There is probably no more perfect example of the necessity of a double-take than the evening’s most coveted category, Best Picture.

Best Picture
 Argo
 Django Unchained
 Les Miserables
 Life of Pi
 Amour
 Lincoln
 Silver Linings Playbook
 Zero Dark Thirty
 Beasts of the Southern Wild

Not bad, right?  There’s Ben Affleck’s inexplicably lauded career renaissance, Academy stalwarts and critical darlings Quentin Tarantino and Ang Lee, the patriotic Lincoln, the film about the hunt for Osama Bin Laden, the Austrian film that won the Palme d’Or at last year’s Cannes Film Festival, and the smash indie hit and socially relevant Beasts Of The Southern Wild.  And even if you weren’t head over heels in love with Les Misérables, its inclusion was almost foretold as a matter of destiny.  Is there anyone in the world who believed it would not be nominated, even as far back as when director Tom Hooper, fresh from his win for the glorified made-for-cable film King’s Speech, announced it would be his next film, and even as it currently holds a "rotten" designation among top critics at www.rottentomatoes.com?  And Silver Linings Playbook, a comedy…A COMEDY??  Wow, critics have always said that comedies get no love from the Academy.  Not this year apparently. 

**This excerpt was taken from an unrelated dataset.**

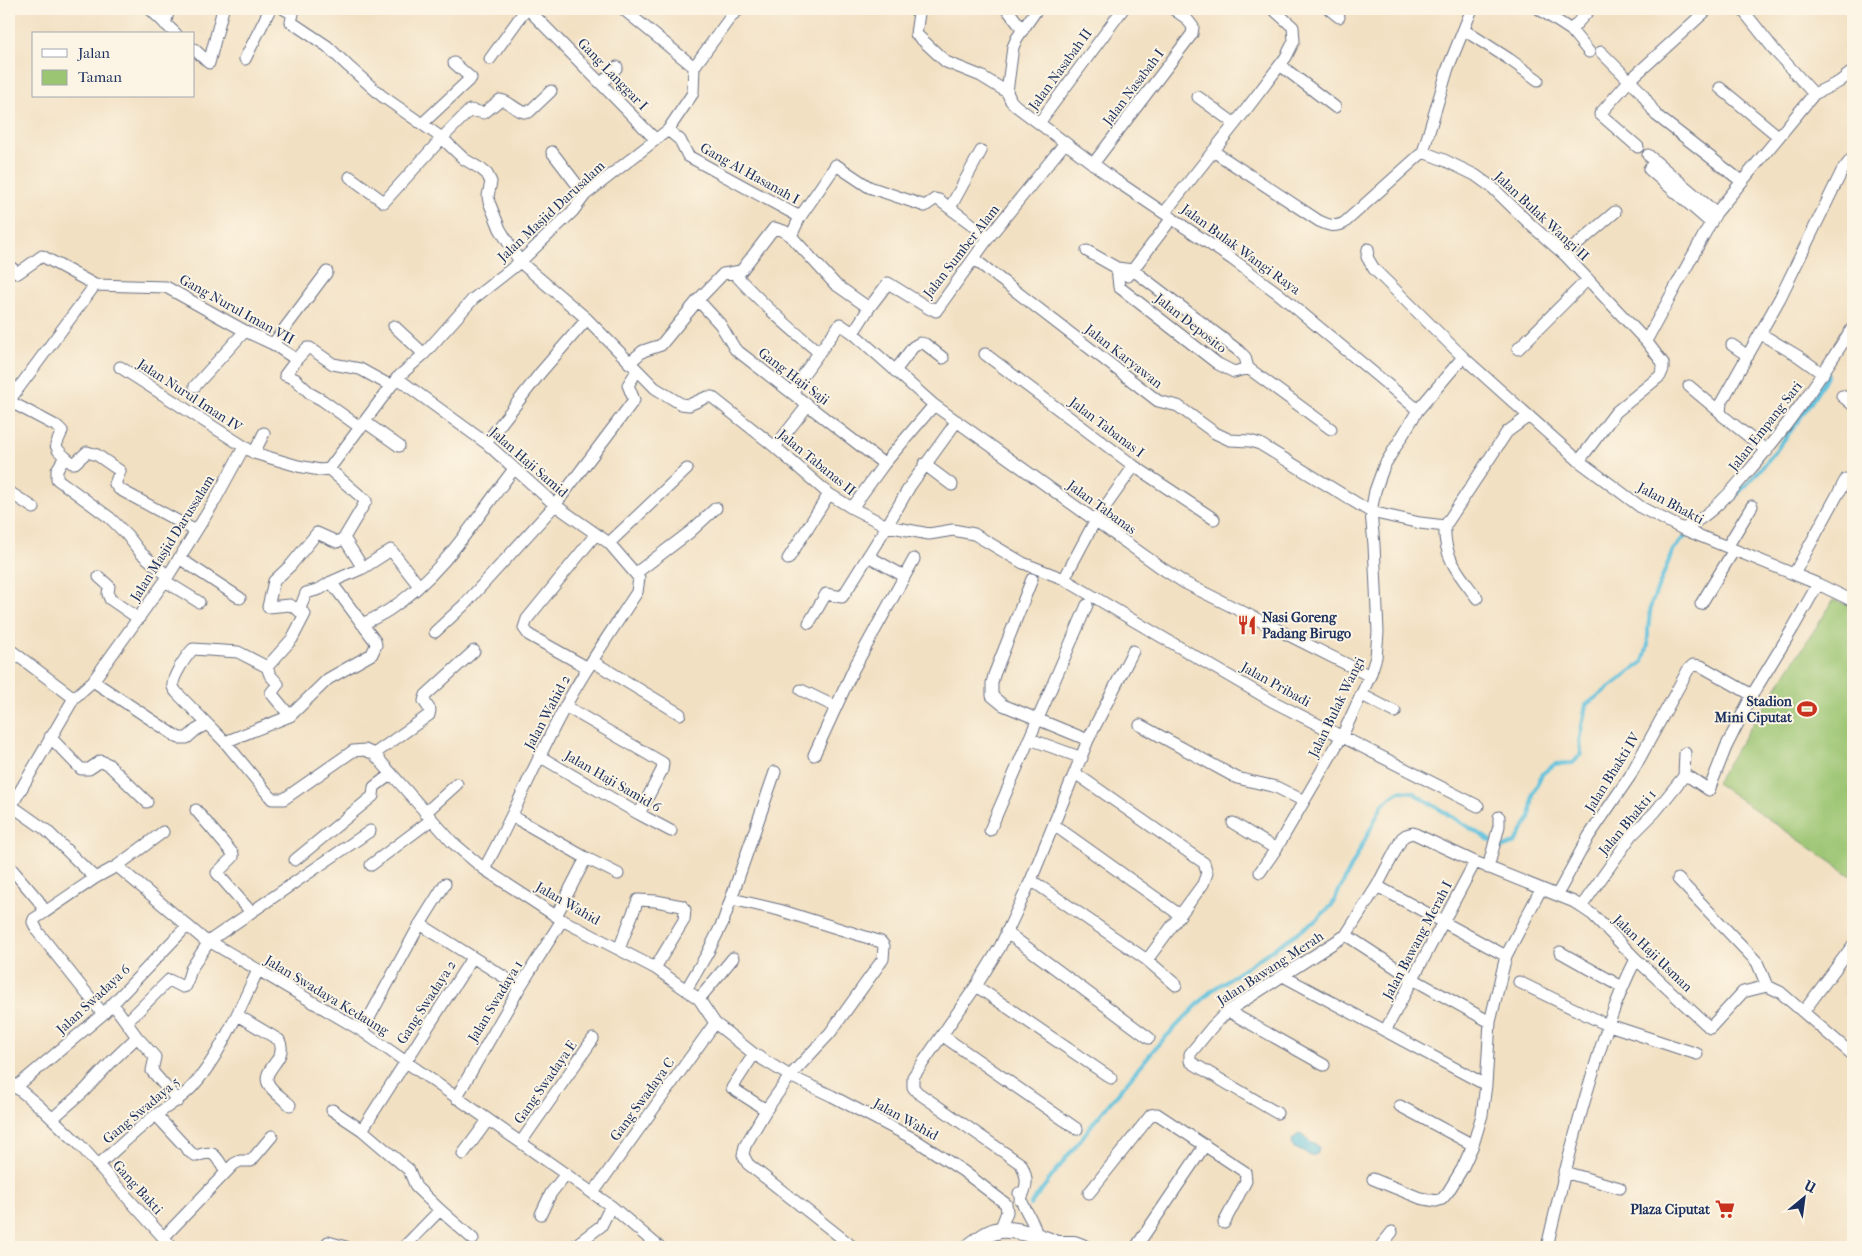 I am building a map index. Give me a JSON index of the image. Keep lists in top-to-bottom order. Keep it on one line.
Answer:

But what could possibly be missing?  How about The Dark Knight Rises; the conclusion to Christopher Nolan’s Batman trilogy that pretty much revolutionized the superhero genre?  After all The Return Of The King won the award, and I haven't met anyone who believes it's the best of Peter Jackson's trilogy.  How about Cloud Atlas; the adaptation of David Mitchell’s novel that was considered unfilmable, that took three directors and almost as many hours to tell, crosscutting six different storylines and spanning hundreds of years?  How about Moonrise Kingdom, the best film of Wes Anderson’s career, and the year’s most whimsical?  How about End Of Watch, the film that practically revitalized, and legitimized, the found-footage genre?  How about Skyfall, the best James Bond film since Goldfinger?  And last but certainly not least, how about The Master, Paul Thomas Anderson's thinly veiled examination of Scientology, which actually plays much better as a meditation on religion and identity, and which also gave Joaquin Phoenix the best performance of his career?  But alas there can only be ten nominees.  Ahem.  I said there can only be TEN nominees.  When I realized there were only nine, the second time I looked over the category, I made a cursory attempt to understand why; however, the Academy's endless rules and regulations bored me even before they confused me.

Actor in a Leading Role
Bradley Cooper - Silver Linings Playbook
Daniel Day-Lewis - Lincoln
Hugh Jackman - Les Miserables
Joaquin Phoenix - The Master
Denzel Washington - Flight

Best Actor is easily the worst of all the categories, an absolute train wreck of bad choices and omissions.  That French screen legend Jean-Louis Trintignant was not nominated for his performance in Amour, one of the most devastatingly honest films I've ever seen, especially when his co-star Emmanuelle Riva was nominated, is a travesty.  Michael Haneke's film about the effect a series of strokes has on an elderly couple transcends its subject matter in ways that need to be seen to be believed.  Only two people of the five deserve to be there; Joaquin Phoenix and Daniel Day-Lewis, for their complete and utter transformations into character.  But Bradley Cooper?  Please.  Talk about riding a film's coattails.  He was good, but mannered, his manic behavior tics refreshing at first, but which become all too quickly consumed by the developing plot.  Hugh Jackman's inclusion is also a token gesture.  I found his performance serviceable at best, but his repeated inability to translate the big expressions of song into the intimacy of cinema was far too distracting.  And don't get me started on that vibratto.  And Denzel Washington, one of Flight's two nods, is a complete joke.  The usually reliable actor is left stranded by a rote and unimaginative screenplay, unable to rise above the checklist of expectations an alcoholic character carries with him.  I would have recognized Richard Gere, as the hedge fund magnate trying to cover up a murder while going down with the economic ship, and who gives one of the best performances of his career, in Arbitrage.  And I don't believe it off the table to consider Suraj Sharma from Life Of Pi, who quite effectively managed to hold his own, alone for over an hour, against computer generated animals and effects.  And let's also not forget Matthew McConaughey, who basically obliterated any doubt about his talents as an actor with his slow burn-to-bonkers performance as avenging psychopath Killer Joe in William Friedkin's adaptation of Tracy Letts popular stage play of the same name.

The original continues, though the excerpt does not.